I'm reminded of a story that is somewhat comedic and certainly not as serious in its consequences as the case you just indicated, but your story about one of your 11-year-olds that you worked with as a school teacher that asked about God creating Protestants.

Padraig

Yeah. I was a chaplain, and there was this magnificent 11-year-old who was fantastic at football. I think she'll either grow up to be a footballer or a lawyer, because she had skills in abundance for both of these. She loved to lay out a thesis when she was building something. So I knew her well. And so she said to me, “Padraig, answer me this.” Because I was a chaplain, they called me by my first name. “Answer me this. God made us, right?” And I knew she was just doing the lawyerly thing of establishing an argument. And I was like, “Okay, fine.” I mean, I have questions about what God means and made and all that, but I knew that this was just the opening argument. “So, God made us, right?” And I said, “Yeah, yeah.” “And God loves us all, right?” And again, I have questions about what does that mean to conjugate a verb for the God. Anyway, but I knew that wasn't her final point. And I said, “Yeah, yeah, sure.” And she goes, “Answer me this. Why did God make Protestants?” And that's a serious question. She was born years after the peace agreements, and peace agreements are only the start of something, never the end of something.
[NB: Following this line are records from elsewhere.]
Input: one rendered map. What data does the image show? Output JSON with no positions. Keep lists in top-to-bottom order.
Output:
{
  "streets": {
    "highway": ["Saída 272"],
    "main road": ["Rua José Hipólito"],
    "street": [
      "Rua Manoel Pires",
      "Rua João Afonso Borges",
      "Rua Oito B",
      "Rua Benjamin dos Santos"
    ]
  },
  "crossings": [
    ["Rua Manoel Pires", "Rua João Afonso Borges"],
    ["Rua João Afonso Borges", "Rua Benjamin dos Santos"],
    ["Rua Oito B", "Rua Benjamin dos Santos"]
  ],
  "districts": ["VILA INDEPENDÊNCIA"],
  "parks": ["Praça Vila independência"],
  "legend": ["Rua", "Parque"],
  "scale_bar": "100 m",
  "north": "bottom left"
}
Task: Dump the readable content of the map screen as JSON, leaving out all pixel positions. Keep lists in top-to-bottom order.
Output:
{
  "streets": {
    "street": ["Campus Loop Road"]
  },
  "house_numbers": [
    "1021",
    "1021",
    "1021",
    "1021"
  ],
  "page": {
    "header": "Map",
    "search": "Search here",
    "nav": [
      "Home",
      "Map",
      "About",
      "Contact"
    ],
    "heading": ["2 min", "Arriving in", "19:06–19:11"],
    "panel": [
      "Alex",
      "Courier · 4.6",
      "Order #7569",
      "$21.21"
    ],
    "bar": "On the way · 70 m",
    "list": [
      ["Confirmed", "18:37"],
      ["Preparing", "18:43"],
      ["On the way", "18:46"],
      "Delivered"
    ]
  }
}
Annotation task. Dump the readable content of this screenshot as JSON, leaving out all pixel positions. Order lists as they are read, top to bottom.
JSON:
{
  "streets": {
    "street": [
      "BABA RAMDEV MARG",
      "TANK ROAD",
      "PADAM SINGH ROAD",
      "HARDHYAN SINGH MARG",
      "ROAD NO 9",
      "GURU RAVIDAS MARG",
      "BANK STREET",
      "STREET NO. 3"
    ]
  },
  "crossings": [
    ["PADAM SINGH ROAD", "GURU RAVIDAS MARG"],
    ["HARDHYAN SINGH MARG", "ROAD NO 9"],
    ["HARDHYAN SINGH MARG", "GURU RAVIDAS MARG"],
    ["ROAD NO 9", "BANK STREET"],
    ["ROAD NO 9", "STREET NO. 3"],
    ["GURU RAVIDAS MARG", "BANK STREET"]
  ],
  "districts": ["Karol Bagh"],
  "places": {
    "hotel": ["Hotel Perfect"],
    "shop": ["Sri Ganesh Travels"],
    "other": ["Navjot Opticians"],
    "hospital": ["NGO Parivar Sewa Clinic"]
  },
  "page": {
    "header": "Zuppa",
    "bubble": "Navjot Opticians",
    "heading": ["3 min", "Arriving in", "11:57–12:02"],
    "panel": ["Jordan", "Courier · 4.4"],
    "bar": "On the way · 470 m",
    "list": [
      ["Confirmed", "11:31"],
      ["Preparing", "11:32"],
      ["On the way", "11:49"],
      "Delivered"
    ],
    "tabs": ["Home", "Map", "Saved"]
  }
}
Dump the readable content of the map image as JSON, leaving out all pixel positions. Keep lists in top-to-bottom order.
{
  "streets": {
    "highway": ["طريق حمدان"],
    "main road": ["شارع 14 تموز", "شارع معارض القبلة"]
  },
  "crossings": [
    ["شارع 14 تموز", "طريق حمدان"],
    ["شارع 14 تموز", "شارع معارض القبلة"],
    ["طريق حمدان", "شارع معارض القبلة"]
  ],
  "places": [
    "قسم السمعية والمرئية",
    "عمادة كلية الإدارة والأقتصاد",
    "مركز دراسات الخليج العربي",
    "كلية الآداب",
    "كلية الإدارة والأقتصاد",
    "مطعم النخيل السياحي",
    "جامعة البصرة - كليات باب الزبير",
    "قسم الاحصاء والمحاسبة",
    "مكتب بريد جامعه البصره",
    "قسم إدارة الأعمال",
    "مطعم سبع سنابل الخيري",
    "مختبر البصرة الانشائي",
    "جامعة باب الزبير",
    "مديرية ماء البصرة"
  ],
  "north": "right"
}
But I wanted to know why she'd asked that, because she was such a fair-minded individual in her class, and she would not tolerate bullying from amongst her class. But here she was. And I said, “Tell me more about your question.” And she said, “They hate him and they hate us,” as in us, Catholics, and him, God. She's 11, and I just heard that she had been educated very well by a society that had built itself on an imagination that the “they” hate us. And so therefore, because of that imagination, you begin to think that they were made by some other God.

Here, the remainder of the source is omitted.